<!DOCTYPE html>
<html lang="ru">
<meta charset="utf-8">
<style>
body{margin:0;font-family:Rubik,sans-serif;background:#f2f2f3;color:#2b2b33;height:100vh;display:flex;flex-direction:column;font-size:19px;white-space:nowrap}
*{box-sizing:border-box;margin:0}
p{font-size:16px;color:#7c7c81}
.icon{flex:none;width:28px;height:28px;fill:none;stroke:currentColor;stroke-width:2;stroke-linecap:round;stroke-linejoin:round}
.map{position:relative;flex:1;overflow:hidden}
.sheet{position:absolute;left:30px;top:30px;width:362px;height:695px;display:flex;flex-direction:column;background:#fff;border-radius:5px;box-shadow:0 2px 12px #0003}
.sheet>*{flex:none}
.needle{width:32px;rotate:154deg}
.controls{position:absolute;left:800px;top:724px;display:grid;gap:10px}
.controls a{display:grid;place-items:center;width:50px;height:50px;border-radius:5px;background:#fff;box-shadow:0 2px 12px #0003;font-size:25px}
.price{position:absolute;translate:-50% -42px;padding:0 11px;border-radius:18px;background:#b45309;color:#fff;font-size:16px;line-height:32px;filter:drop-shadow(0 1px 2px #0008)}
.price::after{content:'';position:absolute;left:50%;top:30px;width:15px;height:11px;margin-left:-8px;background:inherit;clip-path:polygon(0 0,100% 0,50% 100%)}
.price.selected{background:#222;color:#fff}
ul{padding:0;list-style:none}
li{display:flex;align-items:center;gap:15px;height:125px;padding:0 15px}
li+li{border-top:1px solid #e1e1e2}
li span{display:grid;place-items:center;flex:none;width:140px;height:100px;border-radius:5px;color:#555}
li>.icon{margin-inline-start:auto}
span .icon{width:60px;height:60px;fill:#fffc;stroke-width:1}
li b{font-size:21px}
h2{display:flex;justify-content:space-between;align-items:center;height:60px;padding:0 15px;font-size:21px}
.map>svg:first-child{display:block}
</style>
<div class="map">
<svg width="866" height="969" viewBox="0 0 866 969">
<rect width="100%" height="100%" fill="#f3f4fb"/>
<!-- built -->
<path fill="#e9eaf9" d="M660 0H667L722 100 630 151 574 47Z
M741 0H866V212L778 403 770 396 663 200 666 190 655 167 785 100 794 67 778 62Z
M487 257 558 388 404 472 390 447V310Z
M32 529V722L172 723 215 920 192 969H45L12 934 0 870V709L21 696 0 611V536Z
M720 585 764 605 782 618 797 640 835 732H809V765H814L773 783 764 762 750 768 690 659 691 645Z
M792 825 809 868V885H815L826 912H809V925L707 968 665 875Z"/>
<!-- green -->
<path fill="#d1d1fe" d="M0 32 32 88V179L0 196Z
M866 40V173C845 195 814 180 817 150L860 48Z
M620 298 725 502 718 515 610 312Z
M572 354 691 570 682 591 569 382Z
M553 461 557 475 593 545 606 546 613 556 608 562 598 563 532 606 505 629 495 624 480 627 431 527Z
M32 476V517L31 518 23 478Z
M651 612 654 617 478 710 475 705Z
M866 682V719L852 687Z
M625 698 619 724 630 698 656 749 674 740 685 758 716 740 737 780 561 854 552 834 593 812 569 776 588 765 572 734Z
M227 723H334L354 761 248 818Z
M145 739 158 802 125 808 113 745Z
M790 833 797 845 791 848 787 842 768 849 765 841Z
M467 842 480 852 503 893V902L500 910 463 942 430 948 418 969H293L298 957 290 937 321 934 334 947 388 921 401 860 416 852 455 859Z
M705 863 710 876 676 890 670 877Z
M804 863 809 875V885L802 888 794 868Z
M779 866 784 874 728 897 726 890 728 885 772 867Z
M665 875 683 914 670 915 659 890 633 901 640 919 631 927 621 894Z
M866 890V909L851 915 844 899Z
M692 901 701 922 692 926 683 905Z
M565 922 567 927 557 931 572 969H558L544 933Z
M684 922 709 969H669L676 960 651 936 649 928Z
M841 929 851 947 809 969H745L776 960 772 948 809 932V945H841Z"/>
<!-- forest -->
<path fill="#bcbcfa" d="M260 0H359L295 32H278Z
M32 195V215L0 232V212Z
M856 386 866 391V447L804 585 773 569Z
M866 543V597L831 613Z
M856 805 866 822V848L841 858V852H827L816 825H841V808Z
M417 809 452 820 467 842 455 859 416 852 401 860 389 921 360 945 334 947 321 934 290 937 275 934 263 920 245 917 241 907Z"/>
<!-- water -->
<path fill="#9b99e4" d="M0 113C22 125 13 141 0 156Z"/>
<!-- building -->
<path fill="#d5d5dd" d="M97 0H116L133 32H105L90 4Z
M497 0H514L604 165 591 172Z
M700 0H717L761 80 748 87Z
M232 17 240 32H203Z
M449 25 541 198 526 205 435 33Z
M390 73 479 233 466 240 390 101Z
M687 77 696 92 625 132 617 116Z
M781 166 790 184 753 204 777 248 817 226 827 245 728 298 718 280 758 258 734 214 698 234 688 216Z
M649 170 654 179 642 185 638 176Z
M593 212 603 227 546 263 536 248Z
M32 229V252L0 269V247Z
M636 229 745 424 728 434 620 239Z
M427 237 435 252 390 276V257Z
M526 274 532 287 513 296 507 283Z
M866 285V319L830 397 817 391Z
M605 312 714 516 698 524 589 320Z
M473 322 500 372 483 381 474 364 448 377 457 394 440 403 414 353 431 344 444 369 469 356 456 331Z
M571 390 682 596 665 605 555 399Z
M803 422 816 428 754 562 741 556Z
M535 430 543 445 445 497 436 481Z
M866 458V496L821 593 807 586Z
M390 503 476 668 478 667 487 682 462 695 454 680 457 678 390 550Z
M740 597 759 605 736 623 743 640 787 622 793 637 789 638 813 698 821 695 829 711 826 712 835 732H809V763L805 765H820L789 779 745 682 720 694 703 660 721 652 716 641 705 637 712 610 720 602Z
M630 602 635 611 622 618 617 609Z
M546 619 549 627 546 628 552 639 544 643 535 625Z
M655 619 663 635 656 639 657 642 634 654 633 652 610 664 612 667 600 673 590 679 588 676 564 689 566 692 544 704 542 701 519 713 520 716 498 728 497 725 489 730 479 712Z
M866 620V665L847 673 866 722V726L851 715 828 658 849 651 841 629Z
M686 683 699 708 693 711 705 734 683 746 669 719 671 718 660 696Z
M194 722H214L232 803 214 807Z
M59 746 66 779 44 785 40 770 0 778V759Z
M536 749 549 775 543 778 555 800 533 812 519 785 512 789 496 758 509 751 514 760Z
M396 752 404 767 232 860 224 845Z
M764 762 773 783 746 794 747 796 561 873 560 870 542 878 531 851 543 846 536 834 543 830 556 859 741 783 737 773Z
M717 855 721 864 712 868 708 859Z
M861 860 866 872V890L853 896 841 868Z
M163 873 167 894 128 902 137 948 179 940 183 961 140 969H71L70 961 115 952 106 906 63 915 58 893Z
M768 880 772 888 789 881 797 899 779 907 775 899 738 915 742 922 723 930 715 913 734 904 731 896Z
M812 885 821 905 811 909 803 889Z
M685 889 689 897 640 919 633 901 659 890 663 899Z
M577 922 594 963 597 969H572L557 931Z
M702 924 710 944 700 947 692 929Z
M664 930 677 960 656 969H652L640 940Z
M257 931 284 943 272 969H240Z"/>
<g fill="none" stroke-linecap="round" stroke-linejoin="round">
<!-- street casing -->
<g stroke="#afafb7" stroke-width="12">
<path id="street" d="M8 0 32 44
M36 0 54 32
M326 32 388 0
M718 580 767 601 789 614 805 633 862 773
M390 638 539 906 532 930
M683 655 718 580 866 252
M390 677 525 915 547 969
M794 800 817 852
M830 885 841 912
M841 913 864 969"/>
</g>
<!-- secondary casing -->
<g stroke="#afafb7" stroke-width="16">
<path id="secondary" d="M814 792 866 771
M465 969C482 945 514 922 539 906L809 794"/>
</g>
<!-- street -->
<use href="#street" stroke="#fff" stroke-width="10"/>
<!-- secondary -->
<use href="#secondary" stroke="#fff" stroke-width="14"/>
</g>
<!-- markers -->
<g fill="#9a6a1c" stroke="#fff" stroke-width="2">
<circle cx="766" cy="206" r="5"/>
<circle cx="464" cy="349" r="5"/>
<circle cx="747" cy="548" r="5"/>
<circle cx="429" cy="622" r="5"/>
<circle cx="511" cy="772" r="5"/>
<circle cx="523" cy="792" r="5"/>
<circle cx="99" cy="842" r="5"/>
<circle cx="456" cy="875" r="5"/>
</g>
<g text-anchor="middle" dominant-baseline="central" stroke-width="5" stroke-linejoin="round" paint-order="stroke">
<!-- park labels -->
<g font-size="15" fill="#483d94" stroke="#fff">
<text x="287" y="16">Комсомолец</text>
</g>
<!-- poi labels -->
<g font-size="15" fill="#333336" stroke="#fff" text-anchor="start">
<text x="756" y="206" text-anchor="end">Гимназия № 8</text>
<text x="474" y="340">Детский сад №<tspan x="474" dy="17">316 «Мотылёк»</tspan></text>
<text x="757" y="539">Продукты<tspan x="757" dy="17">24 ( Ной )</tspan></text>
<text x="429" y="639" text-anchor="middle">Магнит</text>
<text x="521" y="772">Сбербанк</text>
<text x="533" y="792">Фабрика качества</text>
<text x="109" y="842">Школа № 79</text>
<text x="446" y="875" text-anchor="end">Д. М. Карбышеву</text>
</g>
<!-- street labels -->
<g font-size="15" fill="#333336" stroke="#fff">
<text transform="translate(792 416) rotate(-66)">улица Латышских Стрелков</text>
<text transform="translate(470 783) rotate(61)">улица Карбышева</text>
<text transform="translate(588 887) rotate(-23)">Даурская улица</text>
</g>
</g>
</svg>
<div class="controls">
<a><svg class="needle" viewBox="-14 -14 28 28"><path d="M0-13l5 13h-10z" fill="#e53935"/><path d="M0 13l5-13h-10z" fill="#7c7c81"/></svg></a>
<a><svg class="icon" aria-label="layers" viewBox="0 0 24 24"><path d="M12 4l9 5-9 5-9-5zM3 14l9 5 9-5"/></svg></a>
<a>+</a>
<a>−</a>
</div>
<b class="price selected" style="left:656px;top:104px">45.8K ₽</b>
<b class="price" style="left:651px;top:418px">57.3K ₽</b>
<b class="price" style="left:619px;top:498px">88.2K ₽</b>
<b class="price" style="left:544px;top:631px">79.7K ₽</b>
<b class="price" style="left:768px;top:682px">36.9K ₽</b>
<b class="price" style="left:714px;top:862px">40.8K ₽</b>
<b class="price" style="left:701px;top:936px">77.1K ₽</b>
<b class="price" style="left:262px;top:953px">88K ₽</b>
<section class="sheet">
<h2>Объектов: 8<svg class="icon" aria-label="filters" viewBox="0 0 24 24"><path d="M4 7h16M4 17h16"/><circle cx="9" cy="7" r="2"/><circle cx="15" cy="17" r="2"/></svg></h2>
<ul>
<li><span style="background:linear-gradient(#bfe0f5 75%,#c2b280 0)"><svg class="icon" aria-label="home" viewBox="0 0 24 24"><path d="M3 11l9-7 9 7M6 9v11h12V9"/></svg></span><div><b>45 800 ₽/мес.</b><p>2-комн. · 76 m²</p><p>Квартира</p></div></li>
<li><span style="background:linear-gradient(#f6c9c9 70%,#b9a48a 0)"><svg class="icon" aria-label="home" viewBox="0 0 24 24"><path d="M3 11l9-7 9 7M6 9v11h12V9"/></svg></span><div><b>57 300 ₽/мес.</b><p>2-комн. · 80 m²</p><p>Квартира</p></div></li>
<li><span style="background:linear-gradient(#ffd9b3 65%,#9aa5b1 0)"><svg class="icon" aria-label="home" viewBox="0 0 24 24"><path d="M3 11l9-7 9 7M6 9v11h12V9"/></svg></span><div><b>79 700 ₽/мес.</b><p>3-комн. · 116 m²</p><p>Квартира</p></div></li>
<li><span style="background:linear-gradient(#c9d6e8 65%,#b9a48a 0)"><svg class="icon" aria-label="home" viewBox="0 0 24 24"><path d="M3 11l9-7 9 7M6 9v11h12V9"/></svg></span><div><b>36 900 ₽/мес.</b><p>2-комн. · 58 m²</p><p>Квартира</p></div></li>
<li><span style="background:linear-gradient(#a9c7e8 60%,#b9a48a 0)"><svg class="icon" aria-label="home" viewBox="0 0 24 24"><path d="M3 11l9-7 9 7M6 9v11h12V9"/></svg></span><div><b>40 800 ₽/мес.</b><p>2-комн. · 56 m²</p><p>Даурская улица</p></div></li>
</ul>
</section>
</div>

■ Exercise directions: Which lines of the data include the string "controls"? Copy each of them.

■ Task solution:
.controls{position:absolute;left:800px;top:724px;display:grid;gap:10px}
.controls a{display:grid;place-items:center;width:50px;height:50px;border-radius:5px;background:#fff;box-shadow:0 2px 12px #0003;font-size:25px}
<div class="controls">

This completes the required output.